> **Task statement**: Within the records below, find each line with the word "canvas" and copy it out.

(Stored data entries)
────────────────────────────────────────
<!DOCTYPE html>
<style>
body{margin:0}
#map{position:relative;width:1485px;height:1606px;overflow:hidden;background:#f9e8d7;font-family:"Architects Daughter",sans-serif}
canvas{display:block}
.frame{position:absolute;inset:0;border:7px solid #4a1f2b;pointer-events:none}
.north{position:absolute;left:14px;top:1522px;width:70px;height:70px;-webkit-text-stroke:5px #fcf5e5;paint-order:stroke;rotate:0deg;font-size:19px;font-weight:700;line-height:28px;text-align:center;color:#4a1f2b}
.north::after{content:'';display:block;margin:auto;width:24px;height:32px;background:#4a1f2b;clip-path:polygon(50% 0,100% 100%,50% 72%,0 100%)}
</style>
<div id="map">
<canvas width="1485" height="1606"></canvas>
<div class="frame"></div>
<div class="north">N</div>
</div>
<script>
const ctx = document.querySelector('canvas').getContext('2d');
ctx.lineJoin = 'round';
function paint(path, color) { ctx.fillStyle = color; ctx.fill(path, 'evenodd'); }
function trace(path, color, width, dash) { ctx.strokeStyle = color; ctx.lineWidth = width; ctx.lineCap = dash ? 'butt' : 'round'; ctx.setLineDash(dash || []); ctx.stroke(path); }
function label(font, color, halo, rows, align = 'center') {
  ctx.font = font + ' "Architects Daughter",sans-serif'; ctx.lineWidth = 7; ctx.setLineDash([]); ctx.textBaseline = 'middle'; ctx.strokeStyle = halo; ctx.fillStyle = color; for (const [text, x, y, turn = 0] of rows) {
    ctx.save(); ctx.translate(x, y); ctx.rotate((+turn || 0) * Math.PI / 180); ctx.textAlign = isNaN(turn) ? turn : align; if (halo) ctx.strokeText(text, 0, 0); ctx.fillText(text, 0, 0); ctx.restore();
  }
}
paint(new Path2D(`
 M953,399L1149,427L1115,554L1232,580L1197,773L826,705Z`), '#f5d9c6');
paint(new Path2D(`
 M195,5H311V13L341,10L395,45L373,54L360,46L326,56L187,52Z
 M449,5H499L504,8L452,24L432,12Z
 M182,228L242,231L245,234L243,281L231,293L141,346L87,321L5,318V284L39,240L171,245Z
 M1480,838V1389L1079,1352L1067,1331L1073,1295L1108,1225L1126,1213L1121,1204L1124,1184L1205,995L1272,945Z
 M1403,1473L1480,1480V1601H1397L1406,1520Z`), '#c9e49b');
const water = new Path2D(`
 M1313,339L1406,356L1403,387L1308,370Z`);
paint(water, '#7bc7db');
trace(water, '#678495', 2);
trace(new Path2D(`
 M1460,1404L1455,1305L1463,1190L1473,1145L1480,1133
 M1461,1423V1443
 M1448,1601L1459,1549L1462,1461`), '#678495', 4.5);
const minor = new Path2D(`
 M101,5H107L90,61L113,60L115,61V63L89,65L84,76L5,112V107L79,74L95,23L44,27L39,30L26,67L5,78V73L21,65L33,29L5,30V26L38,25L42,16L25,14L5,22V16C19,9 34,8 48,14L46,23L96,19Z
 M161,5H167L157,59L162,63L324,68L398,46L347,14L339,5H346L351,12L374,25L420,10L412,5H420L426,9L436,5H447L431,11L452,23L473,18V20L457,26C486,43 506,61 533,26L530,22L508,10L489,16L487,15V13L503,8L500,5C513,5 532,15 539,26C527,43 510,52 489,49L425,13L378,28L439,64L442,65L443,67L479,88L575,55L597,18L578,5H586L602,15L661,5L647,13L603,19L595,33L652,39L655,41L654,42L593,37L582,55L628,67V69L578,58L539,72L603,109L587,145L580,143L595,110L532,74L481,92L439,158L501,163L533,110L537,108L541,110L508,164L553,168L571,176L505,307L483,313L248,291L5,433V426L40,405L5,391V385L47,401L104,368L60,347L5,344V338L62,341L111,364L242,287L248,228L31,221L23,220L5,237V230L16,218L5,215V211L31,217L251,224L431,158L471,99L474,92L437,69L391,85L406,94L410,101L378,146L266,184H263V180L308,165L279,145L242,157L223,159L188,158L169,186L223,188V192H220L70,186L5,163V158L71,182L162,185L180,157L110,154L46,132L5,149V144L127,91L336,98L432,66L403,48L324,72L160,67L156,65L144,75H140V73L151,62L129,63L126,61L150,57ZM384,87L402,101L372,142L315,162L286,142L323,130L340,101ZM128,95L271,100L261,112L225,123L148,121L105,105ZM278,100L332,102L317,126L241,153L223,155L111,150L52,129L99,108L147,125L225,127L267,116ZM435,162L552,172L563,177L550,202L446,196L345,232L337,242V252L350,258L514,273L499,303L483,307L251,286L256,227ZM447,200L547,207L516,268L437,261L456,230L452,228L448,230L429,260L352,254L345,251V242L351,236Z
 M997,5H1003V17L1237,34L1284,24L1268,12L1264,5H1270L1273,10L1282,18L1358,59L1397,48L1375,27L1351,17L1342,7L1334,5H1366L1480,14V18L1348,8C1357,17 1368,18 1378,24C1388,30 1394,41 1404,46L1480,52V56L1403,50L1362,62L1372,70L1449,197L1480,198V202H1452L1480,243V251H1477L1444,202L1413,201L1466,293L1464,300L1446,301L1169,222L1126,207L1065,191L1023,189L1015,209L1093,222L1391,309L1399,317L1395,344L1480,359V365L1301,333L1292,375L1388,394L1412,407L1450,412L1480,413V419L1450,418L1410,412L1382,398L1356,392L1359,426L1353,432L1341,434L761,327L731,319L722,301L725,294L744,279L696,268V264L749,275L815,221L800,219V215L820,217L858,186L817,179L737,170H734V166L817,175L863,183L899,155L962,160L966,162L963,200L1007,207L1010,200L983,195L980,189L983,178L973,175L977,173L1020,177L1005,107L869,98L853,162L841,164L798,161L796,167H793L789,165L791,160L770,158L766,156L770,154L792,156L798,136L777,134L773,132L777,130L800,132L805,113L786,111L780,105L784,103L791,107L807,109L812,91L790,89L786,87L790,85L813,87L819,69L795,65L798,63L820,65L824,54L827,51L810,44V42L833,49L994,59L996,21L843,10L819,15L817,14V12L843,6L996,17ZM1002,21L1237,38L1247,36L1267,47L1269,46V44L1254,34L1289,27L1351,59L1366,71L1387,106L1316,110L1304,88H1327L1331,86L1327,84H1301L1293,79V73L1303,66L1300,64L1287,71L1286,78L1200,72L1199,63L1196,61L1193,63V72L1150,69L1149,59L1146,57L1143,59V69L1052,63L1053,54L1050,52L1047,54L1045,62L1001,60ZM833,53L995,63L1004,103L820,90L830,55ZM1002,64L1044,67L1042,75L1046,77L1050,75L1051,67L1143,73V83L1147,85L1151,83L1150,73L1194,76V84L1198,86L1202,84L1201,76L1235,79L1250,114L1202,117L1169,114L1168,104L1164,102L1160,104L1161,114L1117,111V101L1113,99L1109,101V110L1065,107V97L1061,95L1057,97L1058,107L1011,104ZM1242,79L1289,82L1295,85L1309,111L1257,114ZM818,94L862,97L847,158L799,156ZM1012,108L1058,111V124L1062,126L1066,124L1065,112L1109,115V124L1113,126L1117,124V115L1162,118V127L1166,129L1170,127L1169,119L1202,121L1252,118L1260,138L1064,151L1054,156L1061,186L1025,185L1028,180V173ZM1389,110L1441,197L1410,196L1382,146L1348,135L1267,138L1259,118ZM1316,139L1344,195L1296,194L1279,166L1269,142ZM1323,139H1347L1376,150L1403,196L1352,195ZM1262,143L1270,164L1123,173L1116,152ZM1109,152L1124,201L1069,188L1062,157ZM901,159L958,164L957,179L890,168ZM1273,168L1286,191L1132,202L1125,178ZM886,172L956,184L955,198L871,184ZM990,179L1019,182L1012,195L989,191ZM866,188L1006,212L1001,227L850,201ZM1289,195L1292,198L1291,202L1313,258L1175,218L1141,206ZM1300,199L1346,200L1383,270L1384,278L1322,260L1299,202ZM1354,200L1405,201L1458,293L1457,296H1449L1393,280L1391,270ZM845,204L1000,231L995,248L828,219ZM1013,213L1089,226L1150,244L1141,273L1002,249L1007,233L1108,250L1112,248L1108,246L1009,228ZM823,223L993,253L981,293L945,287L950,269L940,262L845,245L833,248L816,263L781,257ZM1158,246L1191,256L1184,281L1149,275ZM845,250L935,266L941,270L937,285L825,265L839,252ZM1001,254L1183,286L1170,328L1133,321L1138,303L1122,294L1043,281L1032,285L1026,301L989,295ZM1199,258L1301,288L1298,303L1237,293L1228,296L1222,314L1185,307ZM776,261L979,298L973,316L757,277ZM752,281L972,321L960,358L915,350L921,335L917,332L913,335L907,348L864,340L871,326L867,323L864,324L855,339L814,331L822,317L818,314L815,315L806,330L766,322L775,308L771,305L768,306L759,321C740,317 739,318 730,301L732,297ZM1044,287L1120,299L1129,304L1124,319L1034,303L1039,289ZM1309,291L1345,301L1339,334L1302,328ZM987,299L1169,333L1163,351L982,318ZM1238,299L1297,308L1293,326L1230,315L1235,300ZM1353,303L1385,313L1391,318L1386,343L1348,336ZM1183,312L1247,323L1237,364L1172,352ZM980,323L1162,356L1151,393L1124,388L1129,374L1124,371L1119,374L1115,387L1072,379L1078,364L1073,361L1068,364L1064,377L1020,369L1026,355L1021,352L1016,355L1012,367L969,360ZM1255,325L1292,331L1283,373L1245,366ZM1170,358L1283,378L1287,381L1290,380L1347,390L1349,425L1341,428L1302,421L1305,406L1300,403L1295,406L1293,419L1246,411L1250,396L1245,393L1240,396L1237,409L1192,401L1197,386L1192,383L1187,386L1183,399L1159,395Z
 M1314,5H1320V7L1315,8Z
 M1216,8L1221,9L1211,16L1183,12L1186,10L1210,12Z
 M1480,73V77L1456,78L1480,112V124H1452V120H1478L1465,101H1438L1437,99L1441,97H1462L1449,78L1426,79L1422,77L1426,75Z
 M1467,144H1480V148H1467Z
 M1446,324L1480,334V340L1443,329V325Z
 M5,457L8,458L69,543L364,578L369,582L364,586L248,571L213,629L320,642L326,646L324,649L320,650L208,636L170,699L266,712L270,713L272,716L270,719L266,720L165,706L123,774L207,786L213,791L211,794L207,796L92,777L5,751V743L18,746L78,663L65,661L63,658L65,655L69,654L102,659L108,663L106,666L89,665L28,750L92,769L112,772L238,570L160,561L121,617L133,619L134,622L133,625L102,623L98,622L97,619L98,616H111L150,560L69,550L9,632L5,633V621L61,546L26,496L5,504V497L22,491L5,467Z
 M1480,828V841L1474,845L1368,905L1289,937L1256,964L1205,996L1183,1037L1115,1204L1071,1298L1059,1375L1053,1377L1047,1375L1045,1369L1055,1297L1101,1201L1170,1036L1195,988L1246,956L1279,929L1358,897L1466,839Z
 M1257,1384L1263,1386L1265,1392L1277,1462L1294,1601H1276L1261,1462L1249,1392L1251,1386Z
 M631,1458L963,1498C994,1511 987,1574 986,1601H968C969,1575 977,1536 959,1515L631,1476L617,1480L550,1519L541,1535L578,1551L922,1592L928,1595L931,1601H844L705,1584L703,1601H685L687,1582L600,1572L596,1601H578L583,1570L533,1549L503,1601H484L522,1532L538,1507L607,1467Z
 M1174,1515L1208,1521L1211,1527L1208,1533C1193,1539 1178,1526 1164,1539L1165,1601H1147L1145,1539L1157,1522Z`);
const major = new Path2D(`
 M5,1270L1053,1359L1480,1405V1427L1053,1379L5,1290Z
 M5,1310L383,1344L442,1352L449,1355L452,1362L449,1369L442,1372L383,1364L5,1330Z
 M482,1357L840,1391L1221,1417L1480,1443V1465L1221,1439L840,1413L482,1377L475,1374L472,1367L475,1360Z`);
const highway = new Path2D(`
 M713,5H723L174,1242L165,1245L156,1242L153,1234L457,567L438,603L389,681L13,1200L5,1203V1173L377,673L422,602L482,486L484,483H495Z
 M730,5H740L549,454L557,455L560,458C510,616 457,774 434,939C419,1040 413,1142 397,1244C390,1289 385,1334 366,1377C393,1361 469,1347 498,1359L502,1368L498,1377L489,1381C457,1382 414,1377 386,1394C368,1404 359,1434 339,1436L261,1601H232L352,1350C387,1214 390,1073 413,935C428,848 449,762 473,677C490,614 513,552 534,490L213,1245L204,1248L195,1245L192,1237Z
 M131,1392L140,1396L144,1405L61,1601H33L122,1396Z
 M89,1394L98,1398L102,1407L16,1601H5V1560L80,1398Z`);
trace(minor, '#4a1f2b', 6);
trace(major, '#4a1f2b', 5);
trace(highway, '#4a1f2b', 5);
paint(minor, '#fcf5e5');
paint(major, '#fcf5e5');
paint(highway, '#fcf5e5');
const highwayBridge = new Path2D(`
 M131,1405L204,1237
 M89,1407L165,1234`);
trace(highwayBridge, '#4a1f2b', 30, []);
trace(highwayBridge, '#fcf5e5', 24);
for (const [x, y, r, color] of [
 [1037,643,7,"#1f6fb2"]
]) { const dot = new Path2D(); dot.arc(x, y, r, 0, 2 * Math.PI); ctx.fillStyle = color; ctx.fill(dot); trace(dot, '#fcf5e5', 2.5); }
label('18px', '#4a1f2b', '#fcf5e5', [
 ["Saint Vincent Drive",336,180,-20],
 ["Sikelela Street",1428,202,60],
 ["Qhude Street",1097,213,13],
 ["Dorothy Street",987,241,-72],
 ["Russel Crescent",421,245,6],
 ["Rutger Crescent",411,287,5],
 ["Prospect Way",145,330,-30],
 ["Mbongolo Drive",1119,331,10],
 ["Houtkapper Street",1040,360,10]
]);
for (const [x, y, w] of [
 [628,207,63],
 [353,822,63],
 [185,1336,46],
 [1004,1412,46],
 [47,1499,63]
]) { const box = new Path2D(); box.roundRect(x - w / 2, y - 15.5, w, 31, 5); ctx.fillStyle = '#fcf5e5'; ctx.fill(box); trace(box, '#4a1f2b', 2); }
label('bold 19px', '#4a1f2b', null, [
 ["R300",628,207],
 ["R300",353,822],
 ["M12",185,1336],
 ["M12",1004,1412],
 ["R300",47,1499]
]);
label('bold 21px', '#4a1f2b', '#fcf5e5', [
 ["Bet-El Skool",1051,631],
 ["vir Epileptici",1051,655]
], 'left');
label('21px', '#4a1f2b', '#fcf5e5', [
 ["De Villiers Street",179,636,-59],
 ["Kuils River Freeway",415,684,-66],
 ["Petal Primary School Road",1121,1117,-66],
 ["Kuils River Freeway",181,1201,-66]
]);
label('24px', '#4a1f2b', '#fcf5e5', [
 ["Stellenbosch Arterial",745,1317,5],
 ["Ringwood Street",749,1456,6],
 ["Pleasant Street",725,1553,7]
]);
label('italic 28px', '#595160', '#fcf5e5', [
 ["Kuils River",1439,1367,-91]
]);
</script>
────────────────────────────────────────
> **Reply**:
canvas{display:block}
<canvas width="1485" height="1606"></canvas>
const ctx = document.querySelector('canvas').getContext('2d');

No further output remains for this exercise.